Un bruit d’éboulement et de glissement derrière nous.
« Z’avez pas vu l’pitaine ? »
C’est Trébuchon, un des agents de liaison de la 9ème, tout essoufflé, qui vient de rouler dans le trou noir où nous nous terrons. Il a l’uniforme complètement souillé, surement d’avoir du ramper pour atteindre notre gourbi. Son casque est trop en arrière, dévoilant un front haut et étrangement blanc.
- T’as quoi d’si important pour l’pitaine ? lui demande Pelissier en se retournant.
- Un ordre de rassemblement. Ca vient de D’Mendite et...
- Mais l’est pas bien c’veau-là, on s’fiche de s‘rassembler ! Qu’chacun veille à ses miches dans son gourbi et attende l’coup d’clairon d’fin d’ce merdier ! s’énerve Pelissier.
- Un ordre, c’t’un ordre et j’suis bien là pour les amener, rétorque Trébuchon en ajustant son casque.
- On est à l’Est du dispositif, j’crois bien que le capitaine est au centre vers la voie ferrée, vas donc voir là-bas, lui dis-je en montrant du bras la vague direction supposée.
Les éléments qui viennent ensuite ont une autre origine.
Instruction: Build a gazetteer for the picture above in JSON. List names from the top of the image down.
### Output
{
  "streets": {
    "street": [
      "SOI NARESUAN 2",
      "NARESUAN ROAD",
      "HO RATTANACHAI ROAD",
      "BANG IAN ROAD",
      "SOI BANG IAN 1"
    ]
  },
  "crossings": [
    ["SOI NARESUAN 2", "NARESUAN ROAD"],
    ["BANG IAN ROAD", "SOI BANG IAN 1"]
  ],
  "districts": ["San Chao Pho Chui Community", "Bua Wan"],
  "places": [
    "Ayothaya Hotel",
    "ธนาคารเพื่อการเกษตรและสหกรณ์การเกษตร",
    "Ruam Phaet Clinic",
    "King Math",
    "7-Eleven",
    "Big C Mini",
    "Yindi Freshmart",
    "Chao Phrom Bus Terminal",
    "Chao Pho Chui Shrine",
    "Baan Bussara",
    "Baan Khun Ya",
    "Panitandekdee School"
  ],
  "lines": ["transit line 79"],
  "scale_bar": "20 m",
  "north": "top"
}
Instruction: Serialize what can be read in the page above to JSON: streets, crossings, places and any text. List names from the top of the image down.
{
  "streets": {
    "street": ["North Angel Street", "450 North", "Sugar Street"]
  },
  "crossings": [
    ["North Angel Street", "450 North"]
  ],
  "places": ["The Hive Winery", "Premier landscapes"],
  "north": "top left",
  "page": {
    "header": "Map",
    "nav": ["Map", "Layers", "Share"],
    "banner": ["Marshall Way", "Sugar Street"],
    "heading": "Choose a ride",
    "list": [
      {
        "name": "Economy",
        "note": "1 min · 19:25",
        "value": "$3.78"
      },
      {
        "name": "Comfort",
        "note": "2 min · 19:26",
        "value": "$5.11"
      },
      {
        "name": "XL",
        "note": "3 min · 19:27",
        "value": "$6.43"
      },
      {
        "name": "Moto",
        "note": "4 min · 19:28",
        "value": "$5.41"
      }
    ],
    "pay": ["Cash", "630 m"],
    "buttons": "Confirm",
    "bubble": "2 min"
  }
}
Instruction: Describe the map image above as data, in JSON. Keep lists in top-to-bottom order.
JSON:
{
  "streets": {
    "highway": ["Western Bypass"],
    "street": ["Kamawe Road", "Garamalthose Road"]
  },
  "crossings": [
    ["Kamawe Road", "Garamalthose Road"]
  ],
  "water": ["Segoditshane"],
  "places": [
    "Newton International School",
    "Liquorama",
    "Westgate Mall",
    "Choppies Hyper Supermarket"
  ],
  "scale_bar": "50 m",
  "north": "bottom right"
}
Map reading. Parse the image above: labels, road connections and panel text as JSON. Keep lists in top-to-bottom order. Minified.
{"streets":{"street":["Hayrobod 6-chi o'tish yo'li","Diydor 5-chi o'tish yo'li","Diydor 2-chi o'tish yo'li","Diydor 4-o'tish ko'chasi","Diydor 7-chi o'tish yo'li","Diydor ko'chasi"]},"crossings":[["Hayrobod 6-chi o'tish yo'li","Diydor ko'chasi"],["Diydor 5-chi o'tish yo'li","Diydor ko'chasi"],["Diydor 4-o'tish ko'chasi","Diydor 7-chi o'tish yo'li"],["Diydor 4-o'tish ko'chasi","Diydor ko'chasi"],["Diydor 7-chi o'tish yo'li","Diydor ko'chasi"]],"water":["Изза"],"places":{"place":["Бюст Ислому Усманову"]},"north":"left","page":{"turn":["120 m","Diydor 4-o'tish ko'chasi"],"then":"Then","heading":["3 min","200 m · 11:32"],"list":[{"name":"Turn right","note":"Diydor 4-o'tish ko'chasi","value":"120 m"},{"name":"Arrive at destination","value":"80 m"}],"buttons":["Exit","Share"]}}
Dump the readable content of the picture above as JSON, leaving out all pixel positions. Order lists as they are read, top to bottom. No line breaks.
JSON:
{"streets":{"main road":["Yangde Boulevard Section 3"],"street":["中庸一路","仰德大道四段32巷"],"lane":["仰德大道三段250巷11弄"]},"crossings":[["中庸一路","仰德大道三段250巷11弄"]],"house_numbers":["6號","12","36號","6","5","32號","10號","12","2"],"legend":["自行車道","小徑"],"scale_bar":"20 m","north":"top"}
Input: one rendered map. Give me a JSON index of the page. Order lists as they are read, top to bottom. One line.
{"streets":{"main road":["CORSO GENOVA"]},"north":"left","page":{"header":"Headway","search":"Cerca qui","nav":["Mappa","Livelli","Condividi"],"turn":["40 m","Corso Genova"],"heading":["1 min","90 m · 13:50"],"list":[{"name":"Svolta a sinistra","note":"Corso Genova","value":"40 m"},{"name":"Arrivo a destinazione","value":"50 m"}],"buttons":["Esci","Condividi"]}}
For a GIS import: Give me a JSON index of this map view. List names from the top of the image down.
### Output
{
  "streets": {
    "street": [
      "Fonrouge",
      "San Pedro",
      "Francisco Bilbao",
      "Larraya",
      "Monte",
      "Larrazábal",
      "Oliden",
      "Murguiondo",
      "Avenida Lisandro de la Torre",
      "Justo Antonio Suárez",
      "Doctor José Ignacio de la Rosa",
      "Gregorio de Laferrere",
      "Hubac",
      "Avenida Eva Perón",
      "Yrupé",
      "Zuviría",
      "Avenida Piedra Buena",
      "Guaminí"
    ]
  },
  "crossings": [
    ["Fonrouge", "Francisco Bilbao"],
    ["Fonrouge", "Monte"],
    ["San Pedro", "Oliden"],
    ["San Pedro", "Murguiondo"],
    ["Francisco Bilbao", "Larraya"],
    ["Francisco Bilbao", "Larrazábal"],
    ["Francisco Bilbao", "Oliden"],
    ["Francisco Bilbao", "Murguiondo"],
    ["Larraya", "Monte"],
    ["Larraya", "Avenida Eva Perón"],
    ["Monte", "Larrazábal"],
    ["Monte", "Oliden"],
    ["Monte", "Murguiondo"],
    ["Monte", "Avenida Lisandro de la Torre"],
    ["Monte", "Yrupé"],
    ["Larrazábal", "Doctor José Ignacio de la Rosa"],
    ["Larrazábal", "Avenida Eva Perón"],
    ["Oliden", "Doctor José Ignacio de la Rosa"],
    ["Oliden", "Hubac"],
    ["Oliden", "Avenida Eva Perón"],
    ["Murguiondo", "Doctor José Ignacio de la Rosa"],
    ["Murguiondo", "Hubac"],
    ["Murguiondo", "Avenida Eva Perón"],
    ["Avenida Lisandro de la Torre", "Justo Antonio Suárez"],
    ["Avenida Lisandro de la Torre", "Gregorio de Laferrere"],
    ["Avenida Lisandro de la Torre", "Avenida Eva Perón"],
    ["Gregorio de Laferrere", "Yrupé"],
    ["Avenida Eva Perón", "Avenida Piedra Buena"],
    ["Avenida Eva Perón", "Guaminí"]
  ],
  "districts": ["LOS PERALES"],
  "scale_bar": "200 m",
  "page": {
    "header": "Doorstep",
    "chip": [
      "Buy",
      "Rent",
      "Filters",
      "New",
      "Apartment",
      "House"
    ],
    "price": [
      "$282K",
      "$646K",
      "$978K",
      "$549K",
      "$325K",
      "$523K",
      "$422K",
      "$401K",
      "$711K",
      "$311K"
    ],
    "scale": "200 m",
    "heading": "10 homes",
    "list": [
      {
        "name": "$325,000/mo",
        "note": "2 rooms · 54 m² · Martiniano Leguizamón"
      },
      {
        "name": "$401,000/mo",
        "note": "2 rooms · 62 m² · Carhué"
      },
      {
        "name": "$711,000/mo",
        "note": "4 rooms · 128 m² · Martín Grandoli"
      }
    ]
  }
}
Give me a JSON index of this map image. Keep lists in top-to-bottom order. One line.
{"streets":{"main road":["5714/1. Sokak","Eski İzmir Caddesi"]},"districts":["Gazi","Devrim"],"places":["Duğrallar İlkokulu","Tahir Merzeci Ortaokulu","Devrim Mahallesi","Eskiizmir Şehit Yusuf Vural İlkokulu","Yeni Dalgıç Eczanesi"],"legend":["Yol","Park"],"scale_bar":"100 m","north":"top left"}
- Mais r’garde-moi c’berger qui court autour d’ses moutons, ricane Pelissier. Trébuchon était pastre dans son village de Frayssinet avant la guerre, en Lozère.
C’est sur un dernier grognement que Trébuchon réajuste sa capote et son casque puis se colle au bord du trou, avant de s’en extirper dans un râle et de ramper vers la voie ferrée. Je regarde rapidement le no man’s land devant nous quand une rafale s’écrase devant moi, me laissant juste le temps de baisser la tête. Le sifflement des balles a envahi mes oreilles et je me colle encore un peu plus à la paroi, je m’y enfonce pour ne faire presque plus qu’un avec elle. Entre les sifflements plus ou moins aigus, j’entends Pelissier jurer : « nom de Dieux de nom de … ». Je me tourne pour voir ce qu’il regarde. A deux mètres de notre trou, Trébuchon est allongé et d’ici je ne vois que ses pieds tressauter légèrement.
« Oh l’mouton ! » crie mon compagnon.
Je me colle à la paroi et me hisse à l’extérieur du trou, Pelissier me rejoint dans un autre juron et ensemble, nous tirons le corps tressaillant de Trébuchon par ses pieds. Il suffit de le rapprocher d’un mètre de nous, alors que le haut de son corps s’est légèrement tourné, pour voir qu’il a été touché par une balle, qui a traversé le casque avant de se loger dans la tête. Ses yeux sont encore ouverts, semblant ne pas comprendre ce qu’il s’est passé. Sa bouche est close et c’est avec un air sérieux que ce visage, blanc et beau, s’est figé éternellement.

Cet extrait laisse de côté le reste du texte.